Campaign Asia-Pacific met up with Ian Stazicker, head of tourism at Value Retail in Hong Kong, to explore the retail facility's expansion plans.
The Suzhou facility will be in the Suzhou Industrial Zone near Shanghai and will be opening in Q1 in 2014. The scale is as large as the company's biggest outlet Bicester Village, in Oxfordshire, UK.
The company chose Suzhou because the city attracts 70 millions domestic tourists per year, Stazicker said. The Suzhou Industrial Park is in a new part of the old city, with a scenic lake, opera house, IHG and Four Seasons Hotel. The Italian-style outlet village will have the look and feel of a luxury five-star development, he added.
"China has its local outlet shopping markets, especially in Beijing and Shanghai, but the product quality is quite average," he said. "Chinese consumers are suspicious of anything copied and some brand-made products for outlets sales only, whereas customers could buy the genuine and authentic mechandise in our outlets."

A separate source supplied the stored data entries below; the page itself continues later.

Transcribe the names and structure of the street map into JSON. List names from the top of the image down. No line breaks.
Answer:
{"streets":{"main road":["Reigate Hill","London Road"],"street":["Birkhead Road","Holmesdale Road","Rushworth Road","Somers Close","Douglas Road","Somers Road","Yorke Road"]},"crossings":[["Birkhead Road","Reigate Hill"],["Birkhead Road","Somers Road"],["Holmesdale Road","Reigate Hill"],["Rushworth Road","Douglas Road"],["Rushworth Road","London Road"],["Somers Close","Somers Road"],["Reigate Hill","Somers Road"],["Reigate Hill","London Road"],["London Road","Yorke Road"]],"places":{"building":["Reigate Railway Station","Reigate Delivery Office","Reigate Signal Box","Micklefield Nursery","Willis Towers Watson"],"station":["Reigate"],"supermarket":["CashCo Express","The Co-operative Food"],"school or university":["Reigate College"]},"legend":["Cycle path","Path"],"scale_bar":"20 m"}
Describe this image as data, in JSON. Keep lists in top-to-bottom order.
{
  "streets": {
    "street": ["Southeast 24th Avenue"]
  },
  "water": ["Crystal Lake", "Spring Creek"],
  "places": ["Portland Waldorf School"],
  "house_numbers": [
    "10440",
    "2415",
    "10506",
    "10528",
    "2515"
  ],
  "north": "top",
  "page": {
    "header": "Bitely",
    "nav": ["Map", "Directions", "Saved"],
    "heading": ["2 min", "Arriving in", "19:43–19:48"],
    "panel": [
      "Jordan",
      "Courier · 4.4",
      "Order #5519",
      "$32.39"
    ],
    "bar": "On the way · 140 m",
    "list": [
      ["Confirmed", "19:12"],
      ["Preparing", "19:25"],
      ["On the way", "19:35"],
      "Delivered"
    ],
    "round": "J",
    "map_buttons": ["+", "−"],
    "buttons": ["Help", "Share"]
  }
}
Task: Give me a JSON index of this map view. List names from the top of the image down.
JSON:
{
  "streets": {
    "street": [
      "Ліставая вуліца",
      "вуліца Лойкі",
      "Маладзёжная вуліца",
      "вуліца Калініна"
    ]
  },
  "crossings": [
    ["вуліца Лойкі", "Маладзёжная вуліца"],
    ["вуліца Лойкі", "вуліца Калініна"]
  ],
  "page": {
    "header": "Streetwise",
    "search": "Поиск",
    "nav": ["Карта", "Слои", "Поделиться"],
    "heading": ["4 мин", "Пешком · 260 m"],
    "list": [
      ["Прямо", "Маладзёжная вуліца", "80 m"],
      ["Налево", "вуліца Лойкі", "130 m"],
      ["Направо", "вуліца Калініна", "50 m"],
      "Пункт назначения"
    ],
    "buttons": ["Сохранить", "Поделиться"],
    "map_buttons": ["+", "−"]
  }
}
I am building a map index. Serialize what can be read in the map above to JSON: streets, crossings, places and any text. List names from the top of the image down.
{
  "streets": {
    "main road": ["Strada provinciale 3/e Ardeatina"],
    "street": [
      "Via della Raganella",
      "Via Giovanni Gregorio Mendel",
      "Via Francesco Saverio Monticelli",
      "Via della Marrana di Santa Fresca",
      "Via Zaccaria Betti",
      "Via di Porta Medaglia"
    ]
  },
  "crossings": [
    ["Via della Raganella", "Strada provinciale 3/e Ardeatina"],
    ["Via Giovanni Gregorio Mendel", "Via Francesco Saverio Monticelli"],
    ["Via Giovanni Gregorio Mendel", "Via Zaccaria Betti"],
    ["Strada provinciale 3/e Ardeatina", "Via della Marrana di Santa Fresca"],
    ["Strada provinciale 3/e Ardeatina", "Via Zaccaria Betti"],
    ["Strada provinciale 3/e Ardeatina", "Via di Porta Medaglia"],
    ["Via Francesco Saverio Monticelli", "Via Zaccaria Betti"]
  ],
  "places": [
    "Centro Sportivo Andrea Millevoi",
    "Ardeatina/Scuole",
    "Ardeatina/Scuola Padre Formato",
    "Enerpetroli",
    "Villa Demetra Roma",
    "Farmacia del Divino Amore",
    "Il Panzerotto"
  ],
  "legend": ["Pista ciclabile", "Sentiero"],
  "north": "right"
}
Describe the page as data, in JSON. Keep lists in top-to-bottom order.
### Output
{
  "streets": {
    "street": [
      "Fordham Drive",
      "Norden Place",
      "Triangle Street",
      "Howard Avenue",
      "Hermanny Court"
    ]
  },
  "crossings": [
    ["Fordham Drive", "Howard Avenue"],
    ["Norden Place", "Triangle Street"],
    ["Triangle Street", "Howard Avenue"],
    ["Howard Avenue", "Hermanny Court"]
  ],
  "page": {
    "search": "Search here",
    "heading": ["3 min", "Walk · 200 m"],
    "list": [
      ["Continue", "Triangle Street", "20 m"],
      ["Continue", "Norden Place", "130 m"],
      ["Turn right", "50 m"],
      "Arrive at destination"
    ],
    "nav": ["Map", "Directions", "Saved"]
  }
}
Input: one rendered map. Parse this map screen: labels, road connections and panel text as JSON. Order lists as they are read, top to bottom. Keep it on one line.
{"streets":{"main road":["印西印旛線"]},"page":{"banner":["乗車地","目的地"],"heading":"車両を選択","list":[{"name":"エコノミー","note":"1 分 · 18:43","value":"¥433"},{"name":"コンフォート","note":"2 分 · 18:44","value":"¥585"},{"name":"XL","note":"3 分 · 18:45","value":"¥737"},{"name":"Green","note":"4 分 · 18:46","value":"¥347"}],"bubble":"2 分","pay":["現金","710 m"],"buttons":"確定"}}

The China outlet will have a balance of international brands and local brands. "In Europe we try to keep a balance of local residents and international tourists in our outlets, but the new one in Suzhou will be predominenty targeting communities in Shanghai."
Cohn & Wolfe Impact Asia has been the PR agency for Chic Outlet Shopping Villages for more than four years. Value Retail has also appoined China marketing agency Aviareps Marketing Garden last year as its tourism marketing partner, to attract tourists to the outlet from new second-tier markets like Qingdao, Shenzhen and Nanjing.
The company has a second China location earmarked for additional future expansion.
Despite the recession in Europe, the company's nine outlet villages in Europe recorded a 18 percent growth for all markets, representing US$2.2 billion in sales.
The top 10 visiting nationalities to the company's outlet villages in Europe are China, Middle East, Russia, Southeast Asia, Hong Kong, Brazil, Korea, Japan, Taiwan and USA.
Year-over-year, tax refunded sales in 2012 grew 47 per cent from China tourists, 39 per cent from Southeast Asian visitors (Singapore, Malaysia, Thailand and Indonesia) and 25 per cent from Hong Kong tourists. However, Hong Kong shoppers on average spend more than tourists from other countries: USD$320 versus US$300, according to the company's statistics.